First announced back at CES, Edison is a development platform for Intel’s burgeoning Internet of Things development initiative. At just over a postage stamp in size and containing a dual-core Atom CPU and a Quark CPU, Intel is hoping to jump-start development of tiny internet-connected x86 devices by providing a complete platform for developers to use in their devices. Edison in this sense is closer to a platform on a chip than a system on a chip; it not only contains the processors and RAM, but also the wireless components, right on down to the antennas.

  Intel Edison Development Platform
CPU Dual-Core Silvermont Atom @ 500MHz +
Quark @ 100MHz
RAM 1GB LPDDR3 (2x32bit)
WiFi 2.4/5GHz 802.11a/b/g/n, BT 4.0
Storage 4GB eMMC
I/O SD + UART + SPI + GPIO + USB 2.0 OTG
OS Yocto Linux v1.6
Dimensions 35.5 x 25 x 3.9 mm

Fabbed on Intel’s 22nm process, the Edison platform contains an interesting setup that pairs a dual-core Silvermont Atom that runs at 500MHz with a Quark that runs at 100MHz. The Atom in this sense is the primary processor for the SoC, while the Quark serves as an embedded microcontroller responsible for running other functions on the platform. Intel pairs these processors up with 1GB of LPDDR3 in a 2x32bit configuration and a 4GB of eMMC NAND for storage. Wireless meanwhile is provided by a Broadcom 43340, which offers dual-band 802.11 a/b/g/n and Bluetooth 4.0.

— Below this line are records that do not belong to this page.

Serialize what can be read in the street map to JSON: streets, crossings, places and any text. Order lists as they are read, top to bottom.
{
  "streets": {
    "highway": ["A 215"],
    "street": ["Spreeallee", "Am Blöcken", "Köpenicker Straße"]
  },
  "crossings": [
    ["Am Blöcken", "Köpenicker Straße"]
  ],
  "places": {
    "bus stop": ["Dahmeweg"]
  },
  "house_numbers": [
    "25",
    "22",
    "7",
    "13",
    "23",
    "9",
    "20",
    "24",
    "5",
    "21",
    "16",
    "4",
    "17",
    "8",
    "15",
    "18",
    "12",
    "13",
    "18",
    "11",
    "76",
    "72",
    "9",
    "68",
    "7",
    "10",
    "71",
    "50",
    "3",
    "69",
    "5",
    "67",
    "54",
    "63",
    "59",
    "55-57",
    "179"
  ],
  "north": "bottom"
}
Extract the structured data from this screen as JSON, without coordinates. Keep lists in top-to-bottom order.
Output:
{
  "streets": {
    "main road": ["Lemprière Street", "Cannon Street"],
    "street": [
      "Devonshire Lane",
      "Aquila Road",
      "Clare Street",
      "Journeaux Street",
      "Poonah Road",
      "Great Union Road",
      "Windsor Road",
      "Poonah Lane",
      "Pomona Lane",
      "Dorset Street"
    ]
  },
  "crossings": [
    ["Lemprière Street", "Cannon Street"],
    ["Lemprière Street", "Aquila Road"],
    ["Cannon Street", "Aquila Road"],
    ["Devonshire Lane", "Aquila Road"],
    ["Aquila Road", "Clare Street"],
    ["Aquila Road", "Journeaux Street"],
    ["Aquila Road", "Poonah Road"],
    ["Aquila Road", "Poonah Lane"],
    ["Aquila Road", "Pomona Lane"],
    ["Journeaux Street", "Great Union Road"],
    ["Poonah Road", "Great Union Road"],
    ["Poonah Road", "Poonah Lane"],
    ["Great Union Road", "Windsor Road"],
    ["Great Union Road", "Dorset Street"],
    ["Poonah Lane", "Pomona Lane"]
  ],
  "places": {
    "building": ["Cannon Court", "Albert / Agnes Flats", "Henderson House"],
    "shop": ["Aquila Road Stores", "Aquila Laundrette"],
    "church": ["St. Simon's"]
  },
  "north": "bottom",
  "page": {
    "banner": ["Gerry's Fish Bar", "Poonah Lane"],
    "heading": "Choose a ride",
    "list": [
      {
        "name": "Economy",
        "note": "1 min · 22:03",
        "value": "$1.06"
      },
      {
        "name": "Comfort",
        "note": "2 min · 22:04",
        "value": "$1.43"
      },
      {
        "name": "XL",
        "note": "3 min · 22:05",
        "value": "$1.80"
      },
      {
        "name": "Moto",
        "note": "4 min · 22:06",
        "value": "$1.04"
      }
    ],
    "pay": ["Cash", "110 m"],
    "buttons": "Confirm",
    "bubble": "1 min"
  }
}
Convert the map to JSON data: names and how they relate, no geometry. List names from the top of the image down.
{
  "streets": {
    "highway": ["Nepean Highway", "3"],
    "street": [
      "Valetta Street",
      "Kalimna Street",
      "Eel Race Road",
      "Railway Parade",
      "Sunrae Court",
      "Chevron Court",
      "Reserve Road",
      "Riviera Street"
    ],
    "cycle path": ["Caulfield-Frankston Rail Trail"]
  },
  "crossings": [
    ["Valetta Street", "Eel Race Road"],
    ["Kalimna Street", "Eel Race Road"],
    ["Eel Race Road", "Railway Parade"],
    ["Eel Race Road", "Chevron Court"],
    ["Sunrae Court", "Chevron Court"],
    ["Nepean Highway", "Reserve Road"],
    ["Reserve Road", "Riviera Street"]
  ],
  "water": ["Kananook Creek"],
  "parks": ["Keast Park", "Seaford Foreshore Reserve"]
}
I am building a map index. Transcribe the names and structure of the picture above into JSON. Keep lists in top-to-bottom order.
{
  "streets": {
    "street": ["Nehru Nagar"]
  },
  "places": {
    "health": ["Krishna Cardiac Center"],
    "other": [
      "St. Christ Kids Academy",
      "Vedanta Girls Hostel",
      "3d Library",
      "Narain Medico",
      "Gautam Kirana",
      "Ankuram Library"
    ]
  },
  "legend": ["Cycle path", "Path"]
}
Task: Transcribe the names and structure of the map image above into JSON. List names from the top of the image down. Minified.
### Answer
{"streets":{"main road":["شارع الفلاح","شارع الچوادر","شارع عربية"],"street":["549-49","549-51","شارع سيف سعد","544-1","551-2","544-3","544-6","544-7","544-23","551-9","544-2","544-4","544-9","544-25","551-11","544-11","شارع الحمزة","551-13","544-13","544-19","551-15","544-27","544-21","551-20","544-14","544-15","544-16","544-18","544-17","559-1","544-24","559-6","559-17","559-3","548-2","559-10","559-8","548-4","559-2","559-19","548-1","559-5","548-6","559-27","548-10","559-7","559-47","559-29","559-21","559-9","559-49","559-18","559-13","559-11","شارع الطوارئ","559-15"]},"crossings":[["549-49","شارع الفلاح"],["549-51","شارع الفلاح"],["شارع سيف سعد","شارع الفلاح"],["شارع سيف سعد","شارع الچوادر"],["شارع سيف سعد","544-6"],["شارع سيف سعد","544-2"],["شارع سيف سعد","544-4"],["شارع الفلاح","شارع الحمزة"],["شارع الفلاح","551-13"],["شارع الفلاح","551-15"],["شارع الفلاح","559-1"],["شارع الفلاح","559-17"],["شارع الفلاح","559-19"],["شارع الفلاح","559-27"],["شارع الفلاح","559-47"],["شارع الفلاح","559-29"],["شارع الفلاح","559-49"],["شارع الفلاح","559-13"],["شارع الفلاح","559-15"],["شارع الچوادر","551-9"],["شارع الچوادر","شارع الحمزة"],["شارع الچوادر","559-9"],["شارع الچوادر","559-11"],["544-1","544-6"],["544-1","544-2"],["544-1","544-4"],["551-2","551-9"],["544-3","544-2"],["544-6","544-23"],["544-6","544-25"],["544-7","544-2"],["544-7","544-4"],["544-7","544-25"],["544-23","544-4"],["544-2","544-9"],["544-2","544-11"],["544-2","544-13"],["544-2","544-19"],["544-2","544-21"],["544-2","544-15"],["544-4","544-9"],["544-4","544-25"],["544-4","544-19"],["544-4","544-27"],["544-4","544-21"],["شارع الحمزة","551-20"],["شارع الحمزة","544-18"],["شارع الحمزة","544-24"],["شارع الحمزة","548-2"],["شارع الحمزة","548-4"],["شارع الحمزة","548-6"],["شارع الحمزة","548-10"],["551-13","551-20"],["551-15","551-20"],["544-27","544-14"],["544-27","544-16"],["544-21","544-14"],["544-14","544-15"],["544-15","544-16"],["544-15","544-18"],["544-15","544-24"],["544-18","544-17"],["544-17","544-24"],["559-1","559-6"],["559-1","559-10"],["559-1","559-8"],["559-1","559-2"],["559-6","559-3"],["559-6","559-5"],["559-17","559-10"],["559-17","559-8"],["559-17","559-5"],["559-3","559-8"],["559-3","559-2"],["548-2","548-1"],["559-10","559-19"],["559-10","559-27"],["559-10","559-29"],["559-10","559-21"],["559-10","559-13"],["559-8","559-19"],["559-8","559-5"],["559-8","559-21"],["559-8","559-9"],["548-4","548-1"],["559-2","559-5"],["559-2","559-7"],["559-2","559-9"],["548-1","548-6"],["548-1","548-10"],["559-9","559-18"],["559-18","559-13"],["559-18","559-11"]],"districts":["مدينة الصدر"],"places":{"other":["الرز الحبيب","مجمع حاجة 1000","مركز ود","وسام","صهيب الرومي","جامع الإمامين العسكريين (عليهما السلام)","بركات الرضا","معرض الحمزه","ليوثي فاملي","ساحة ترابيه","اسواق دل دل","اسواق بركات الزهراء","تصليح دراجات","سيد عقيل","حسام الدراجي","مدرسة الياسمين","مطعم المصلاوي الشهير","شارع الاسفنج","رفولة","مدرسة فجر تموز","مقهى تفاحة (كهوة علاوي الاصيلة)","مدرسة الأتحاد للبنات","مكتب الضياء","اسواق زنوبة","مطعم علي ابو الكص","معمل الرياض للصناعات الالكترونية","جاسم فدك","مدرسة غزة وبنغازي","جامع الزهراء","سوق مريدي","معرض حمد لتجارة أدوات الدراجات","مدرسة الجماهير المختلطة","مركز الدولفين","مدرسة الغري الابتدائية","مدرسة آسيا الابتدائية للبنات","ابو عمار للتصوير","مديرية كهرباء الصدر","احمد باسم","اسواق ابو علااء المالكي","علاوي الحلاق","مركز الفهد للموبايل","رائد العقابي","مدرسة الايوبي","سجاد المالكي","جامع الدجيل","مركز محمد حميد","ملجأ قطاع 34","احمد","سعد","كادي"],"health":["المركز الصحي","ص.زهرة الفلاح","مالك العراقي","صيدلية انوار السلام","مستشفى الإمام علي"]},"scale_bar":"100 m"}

The Edison platform itself can be further attached to additional development boards to expand its functionality and access its I/O. Intel is demonstrating both a simple USB board and a more complex development board. But as Edison offers Arduino compatibility, it can take advantage of the current Arduino development ecosystem.

Finally, Intel tells us that the Edison module itself is expected to retail for around $50. Meanwhile the breakout board kit and the Arduino kits will sell for $60 and $85 respectively.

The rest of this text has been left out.